## [EXTRACTED DATA]
=======

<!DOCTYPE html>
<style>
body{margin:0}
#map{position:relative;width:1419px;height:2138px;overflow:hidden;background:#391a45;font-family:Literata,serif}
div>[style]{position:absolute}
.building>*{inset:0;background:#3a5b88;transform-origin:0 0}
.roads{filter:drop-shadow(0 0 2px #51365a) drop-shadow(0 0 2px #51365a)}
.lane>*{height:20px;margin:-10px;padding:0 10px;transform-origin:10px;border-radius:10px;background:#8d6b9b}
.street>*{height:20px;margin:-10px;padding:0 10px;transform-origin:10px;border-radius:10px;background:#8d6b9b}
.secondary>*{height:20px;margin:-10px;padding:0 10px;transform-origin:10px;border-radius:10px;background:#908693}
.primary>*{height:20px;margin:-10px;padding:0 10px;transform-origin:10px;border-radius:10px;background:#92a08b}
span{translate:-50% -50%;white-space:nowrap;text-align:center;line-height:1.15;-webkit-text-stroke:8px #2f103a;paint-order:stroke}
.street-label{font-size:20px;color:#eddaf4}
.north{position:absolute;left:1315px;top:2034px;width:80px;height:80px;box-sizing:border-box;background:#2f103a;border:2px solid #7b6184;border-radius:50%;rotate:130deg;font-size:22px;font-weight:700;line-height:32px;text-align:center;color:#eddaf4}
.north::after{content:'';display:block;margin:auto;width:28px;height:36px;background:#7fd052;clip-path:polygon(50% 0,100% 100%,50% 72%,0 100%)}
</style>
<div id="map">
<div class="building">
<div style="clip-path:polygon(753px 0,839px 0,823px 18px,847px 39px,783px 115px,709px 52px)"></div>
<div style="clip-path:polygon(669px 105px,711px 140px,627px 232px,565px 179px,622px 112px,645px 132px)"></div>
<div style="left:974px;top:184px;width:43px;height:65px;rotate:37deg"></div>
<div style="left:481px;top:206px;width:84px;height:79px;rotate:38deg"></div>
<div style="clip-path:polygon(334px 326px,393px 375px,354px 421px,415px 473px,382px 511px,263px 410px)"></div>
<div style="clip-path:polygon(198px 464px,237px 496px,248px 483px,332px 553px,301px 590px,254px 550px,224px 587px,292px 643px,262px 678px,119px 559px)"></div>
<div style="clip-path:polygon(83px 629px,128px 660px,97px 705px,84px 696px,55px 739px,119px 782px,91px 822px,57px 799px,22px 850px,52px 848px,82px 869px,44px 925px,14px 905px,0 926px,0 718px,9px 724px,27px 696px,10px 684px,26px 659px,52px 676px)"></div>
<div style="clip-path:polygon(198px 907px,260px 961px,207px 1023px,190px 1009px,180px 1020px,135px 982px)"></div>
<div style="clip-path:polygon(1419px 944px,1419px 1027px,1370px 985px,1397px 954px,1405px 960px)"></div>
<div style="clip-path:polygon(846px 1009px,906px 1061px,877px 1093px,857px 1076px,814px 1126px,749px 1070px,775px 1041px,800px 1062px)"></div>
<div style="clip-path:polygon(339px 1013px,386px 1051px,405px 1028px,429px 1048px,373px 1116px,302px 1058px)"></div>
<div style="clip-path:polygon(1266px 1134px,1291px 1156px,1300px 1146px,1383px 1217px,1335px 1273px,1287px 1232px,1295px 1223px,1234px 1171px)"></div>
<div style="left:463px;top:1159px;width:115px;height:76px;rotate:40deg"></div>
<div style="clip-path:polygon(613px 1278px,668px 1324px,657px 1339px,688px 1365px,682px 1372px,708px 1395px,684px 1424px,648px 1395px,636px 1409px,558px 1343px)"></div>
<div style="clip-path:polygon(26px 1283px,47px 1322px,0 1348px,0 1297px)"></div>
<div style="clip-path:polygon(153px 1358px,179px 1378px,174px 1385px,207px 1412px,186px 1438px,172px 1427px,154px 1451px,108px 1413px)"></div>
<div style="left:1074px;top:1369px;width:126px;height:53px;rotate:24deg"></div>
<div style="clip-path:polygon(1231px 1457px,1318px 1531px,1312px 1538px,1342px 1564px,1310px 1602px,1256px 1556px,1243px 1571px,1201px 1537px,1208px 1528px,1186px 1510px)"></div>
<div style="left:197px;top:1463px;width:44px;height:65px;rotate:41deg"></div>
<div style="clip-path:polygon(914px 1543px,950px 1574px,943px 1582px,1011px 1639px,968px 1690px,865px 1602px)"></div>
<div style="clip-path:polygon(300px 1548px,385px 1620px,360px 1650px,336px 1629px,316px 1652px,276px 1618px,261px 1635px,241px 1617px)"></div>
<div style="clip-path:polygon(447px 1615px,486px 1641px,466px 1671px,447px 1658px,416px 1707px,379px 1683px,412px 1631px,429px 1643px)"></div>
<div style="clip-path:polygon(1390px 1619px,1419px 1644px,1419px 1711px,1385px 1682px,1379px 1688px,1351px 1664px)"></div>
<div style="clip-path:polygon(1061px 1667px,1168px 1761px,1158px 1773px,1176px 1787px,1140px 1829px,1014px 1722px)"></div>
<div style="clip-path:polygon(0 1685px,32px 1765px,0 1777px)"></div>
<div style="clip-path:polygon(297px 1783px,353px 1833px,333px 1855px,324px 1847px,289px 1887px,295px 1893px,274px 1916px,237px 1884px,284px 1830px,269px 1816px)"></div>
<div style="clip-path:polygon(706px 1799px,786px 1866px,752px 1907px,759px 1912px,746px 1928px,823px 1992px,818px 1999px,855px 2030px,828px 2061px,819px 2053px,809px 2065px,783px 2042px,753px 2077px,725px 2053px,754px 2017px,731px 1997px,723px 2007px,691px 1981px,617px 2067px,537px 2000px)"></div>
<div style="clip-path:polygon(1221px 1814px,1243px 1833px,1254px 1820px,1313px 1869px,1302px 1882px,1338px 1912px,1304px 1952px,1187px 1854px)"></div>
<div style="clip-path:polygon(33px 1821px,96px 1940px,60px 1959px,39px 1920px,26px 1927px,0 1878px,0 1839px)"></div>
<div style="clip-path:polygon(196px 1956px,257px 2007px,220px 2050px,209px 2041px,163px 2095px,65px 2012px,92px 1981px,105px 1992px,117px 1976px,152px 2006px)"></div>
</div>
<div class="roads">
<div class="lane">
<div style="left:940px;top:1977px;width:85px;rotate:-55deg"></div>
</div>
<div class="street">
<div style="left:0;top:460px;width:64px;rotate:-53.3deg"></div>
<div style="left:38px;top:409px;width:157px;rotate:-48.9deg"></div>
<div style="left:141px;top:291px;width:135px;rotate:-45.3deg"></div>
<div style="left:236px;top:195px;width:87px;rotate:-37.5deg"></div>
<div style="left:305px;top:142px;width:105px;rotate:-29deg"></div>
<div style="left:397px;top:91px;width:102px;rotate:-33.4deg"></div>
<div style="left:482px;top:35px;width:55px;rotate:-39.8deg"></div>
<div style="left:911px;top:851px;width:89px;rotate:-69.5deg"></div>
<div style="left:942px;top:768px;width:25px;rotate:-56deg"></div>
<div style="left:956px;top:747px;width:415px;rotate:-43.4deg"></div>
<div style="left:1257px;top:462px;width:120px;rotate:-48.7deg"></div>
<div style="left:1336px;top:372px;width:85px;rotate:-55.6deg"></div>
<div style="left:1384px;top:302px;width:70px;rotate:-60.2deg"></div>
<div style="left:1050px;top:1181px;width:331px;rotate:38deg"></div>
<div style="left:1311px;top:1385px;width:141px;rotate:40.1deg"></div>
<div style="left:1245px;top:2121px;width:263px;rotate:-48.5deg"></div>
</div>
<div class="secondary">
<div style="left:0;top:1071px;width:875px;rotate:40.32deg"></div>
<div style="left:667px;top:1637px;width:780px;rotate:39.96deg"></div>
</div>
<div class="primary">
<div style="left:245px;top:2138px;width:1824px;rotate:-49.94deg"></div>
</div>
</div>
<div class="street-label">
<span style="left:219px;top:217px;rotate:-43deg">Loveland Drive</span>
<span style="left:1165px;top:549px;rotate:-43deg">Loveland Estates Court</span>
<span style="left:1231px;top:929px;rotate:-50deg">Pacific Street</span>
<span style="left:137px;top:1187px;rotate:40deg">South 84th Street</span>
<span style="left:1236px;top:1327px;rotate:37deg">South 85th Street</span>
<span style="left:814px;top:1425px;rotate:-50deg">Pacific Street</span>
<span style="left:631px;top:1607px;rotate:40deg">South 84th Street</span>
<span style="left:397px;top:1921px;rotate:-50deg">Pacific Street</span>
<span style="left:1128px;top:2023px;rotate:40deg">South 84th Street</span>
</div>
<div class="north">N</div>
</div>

=======

Up to and including the line that holds "2px #51365a) drop-shadow(0", reproduce the records above exactly from their first line, and give nothing else.

<!DOCTYPE html>
<style>
body{margin:0}
#map{position:relative;width:1419px;height:2138px;overflow:hidden;background:#391a45;font-family:Literata,serif}
div>[style]{position:absolute}
.building>*{inset:0;background:#3a5b88;transform-origin:0 0}
.roads{filter:drop-shadow(0 0 2px #51365a) drop-shadow(0 0 2px #51365a)}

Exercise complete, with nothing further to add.